Jan. 9, 2020: The finest outbreak of polar stratospheric clouds (PSCs) in decades is still going strong. “We witnessed a wonderful display this evening (Jan. 8th),” reports Alex Conu, who photographed the clouds drawing a crowd in Oslo, Norway:

crowd

“The cloud’s bright pastel colors looked fabulous alongside Venus in the evening sky,” he says.

Polar stratospheric clouds are rare. Normally, the stratosphere has no clouds at all. A few times each winter, however, icy clouds form when the temperature in the stratosphere drops below -85C. Such staggeringly-low temperatures are required to help sparse water molecules stick together. This winter, the clouds have been appearing daily since late December, a sign of unusually cold conditions in the stratosphere.

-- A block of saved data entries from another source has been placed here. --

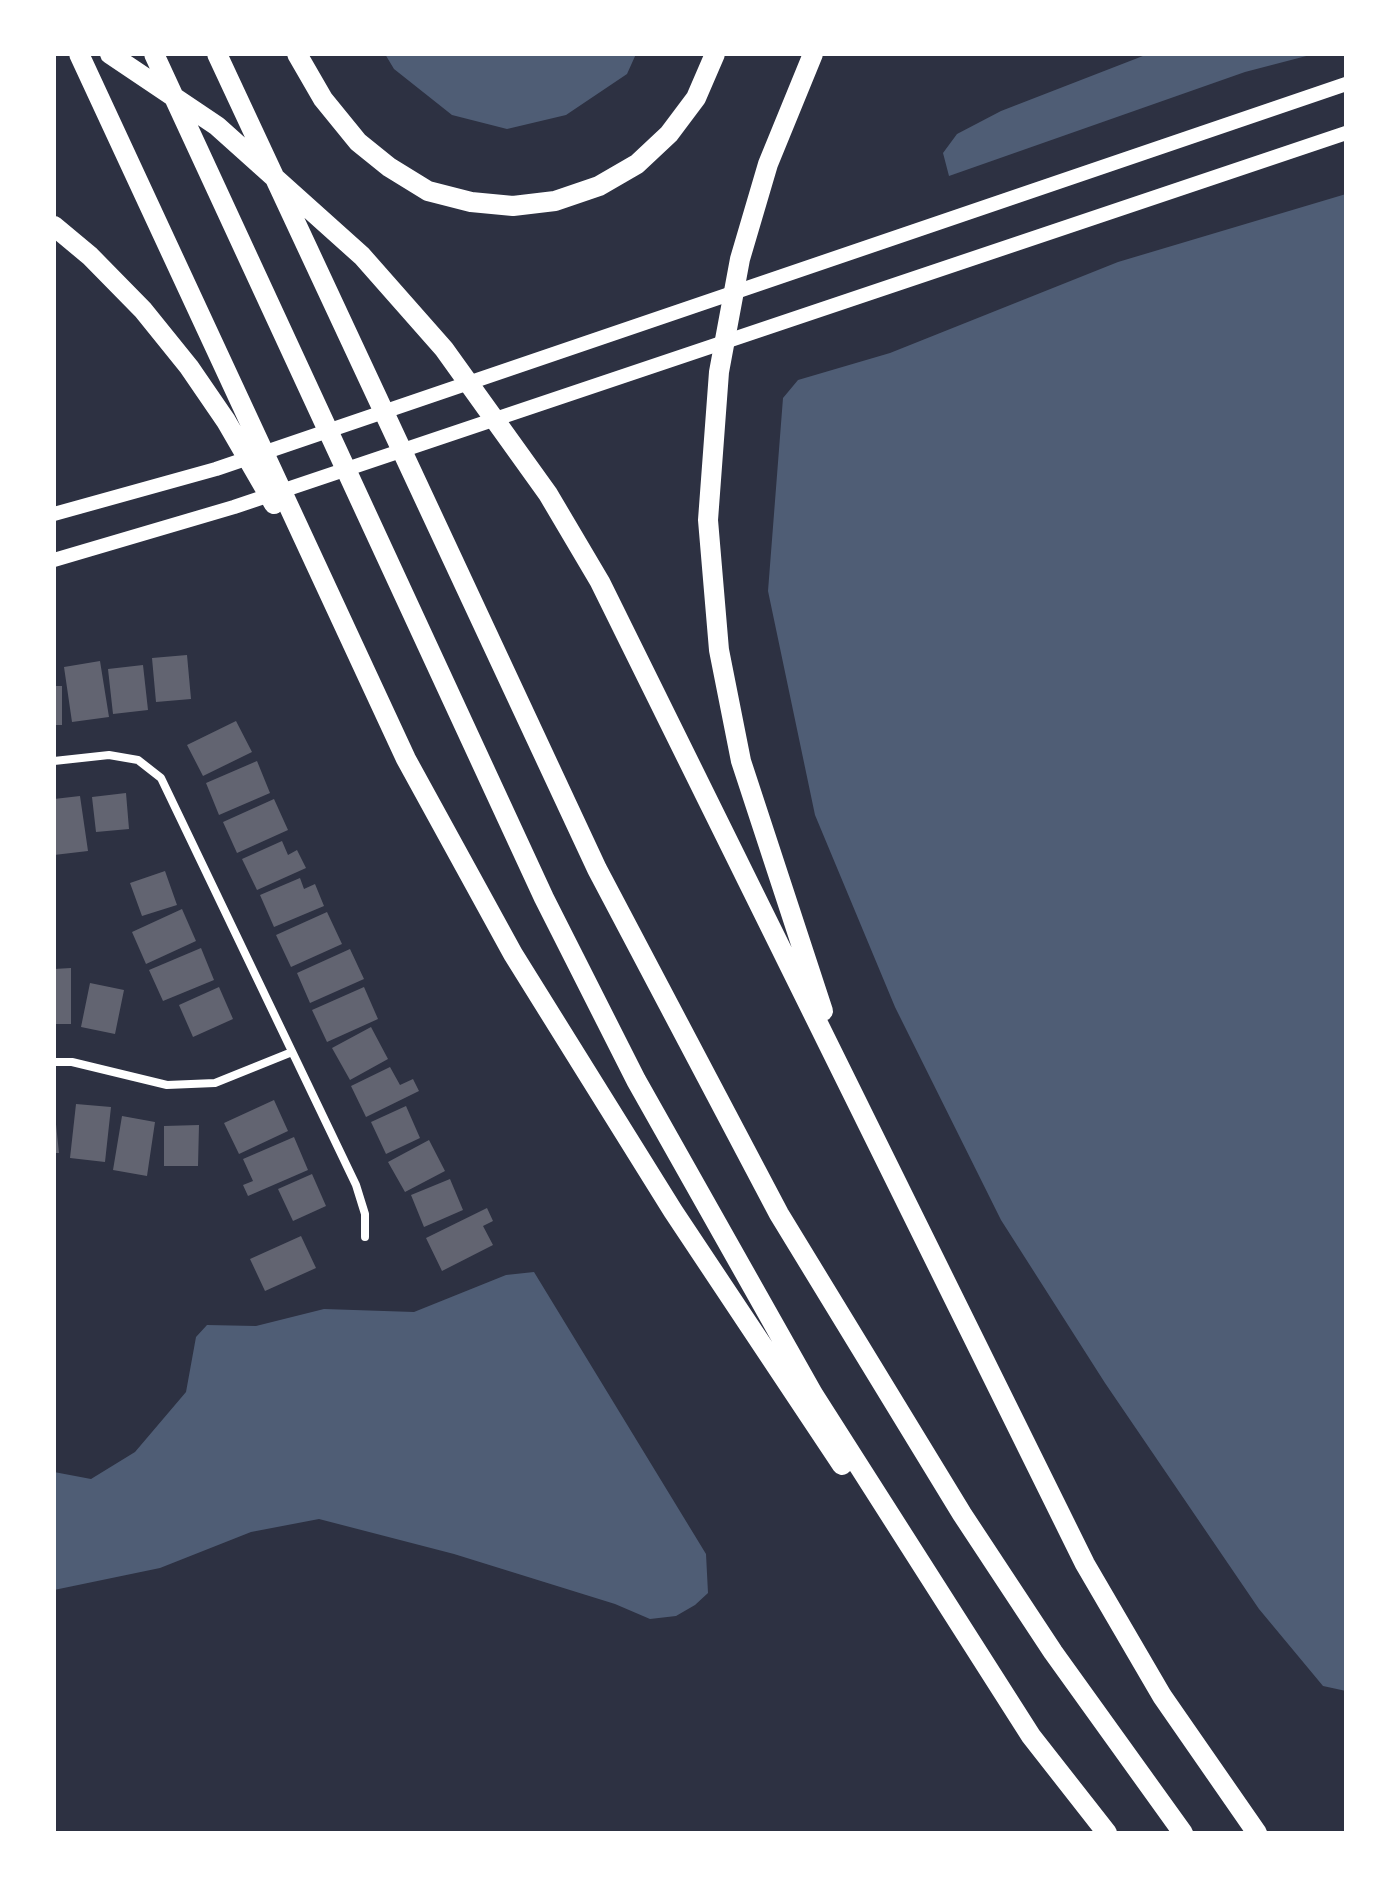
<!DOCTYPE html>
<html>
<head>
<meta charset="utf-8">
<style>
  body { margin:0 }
  #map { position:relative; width:1400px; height:1887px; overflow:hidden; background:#2d3142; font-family:Arial,sans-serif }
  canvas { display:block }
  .frame { position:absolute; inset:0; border:56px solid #fff; pointer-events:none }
</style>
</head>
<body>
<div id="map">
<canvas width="1400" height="1887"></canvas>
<div class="frame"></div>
</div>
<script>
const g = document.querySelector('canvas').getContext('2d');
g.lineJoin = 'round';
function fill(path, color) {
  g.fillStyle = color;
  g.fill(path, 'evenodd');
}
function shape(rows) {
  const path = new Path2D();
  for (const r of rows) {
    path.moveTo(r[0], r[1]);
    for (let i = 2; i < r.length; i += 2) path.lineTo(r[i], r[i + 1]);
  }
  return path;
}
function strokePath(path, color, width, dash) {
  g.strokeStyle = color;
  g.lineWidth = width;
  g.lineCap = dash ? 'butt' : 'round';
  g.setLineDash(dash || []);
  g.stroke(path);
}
fill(shape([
  [385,54,636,54,627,74,566,115,507,129,452,115,394,69],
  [1148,54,1314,54,1245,72,949,176,943,153,957,134,1001,111],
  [1346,194,1346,1691,1323,1686,1259,1609,1105,1383,1001,1220,895,1007,815,815,768,591,783,398,798,380,890,353,1118,262],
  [534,1272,706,1554,708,1593,695,1605,676,1616,650,1619,615,1604,454,1554,319,1519,251,1532,160,1568,54,1590,54,1472,91,1479,135,1452,186,1392,196,1337,207,1325,256,1326,324,1309,414,1312,506,1275]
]), '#4f5d75');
fill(shape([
  [187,655,191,699,156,702,152,658],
  [100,661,109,717,72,722,64,667],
  [143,665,148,710,113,714,108,669],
  [54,686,62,686,62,725,54,725],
  [236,721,252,752,203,776,187,745],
  [257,761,270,793,219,815,206,783],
  [126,793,129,829,96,832,92,797],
  [80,796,88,851,54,855,54,799],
  [274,799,288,830,237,853,223,822],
  [282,841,288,855,297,850,306,868,257,890,242,859],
  [165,871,177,905,142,916,130,883],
  [300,878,304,889,315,884,324,906,274,927,260,895],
  [182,909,196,941,146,964,132,932],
  [327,912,342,944,291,967,276,935],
  [201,948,214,980,163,1001,149,970],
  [350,949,364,979,310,1003,297,973],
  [71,968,71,1024,54,1024,54,969],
  [90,983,124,990,115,1034,81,1027],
  [219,987,233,1019,193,1037,179,1005],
  [364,987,378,1019,327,1042,312,1010],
  [371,1027,388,1059,350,1080,332,1048],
  [390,1067,400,1085,413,1079,419,1091,366,1117,351,1086],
  [274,1100,288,1131,239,1154,224,1123],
  [76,1104,111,1107,105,1162,70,1158],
  [54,1105,59,1153,54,1153],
  [406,1106,420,1138,386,1154,371,1122],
  [122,1116,155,1122,147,1176,113,1170],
  [199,1125,198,1166,164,1166,164,1126],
  [294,1137,308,1170,248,1196,243,1185,253,1181,243,1159],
  [429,1140,445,1171,405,1192,388,1162],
  [312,1174,326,1206,293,1221,278,1189],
  [450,1179,463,1210,424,1227,411,1195],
  [487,1208,493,1221,483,1226,493,1245,442,1271,426,1238],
  [301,1236,316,1268,265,1291,250,1259]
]), '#626471');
strokePath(shape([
  [54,761,109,755,138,760,161,778,356,1185,365,1214,365,1237],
  [54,1062,72,1062,167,1085,215,1083,292,1052]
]), '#fff', 8);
strokePath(shape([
  [54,514,216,469,1346,84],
  [54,560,234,507,1346,133]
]), '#fff', 14);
strokePath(shape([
  [79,54,406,759,513,954,673,1211,842,1465],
  [110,54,217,126,362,256,444,349,548,494,600,582,1085,1564,1162,1696,1257,1833],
  [154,54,544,898,636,1080,813,1394,1031,1736,1107,1833],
  [217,54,597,869,779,1214,962,1514,1053,1652,1183,1833],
  [297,54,323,99,358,142,389,167,428,191,471,202,513,206,555,201,599,186,637,164,669,134,696,98,715,54],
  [813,54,768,164,740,259,719,372,708,520,719,650,741,761,823,1011],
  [54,226,90,256,143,310,189,367,226,421,274,504]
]), '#fff', 20);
</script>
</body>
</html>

Stratospheric clouds are widely regarded as the most beautiful clouds on Earth. Because of their intense colors (caused by high-altitude sunlight hitting tiny ice crystals), novice sky watchers sometimes mistake the clouds for auroras. This picture from P-M Hedén of Tänndalen, Sweden, shows why:

redsnow

“On Jan. 4th, the colors got so strong that the snow turned red,” marvels Hedén. “I have been seeing these crazy displays at both sunrise and sunset from my cabin in the Swedish mountains.”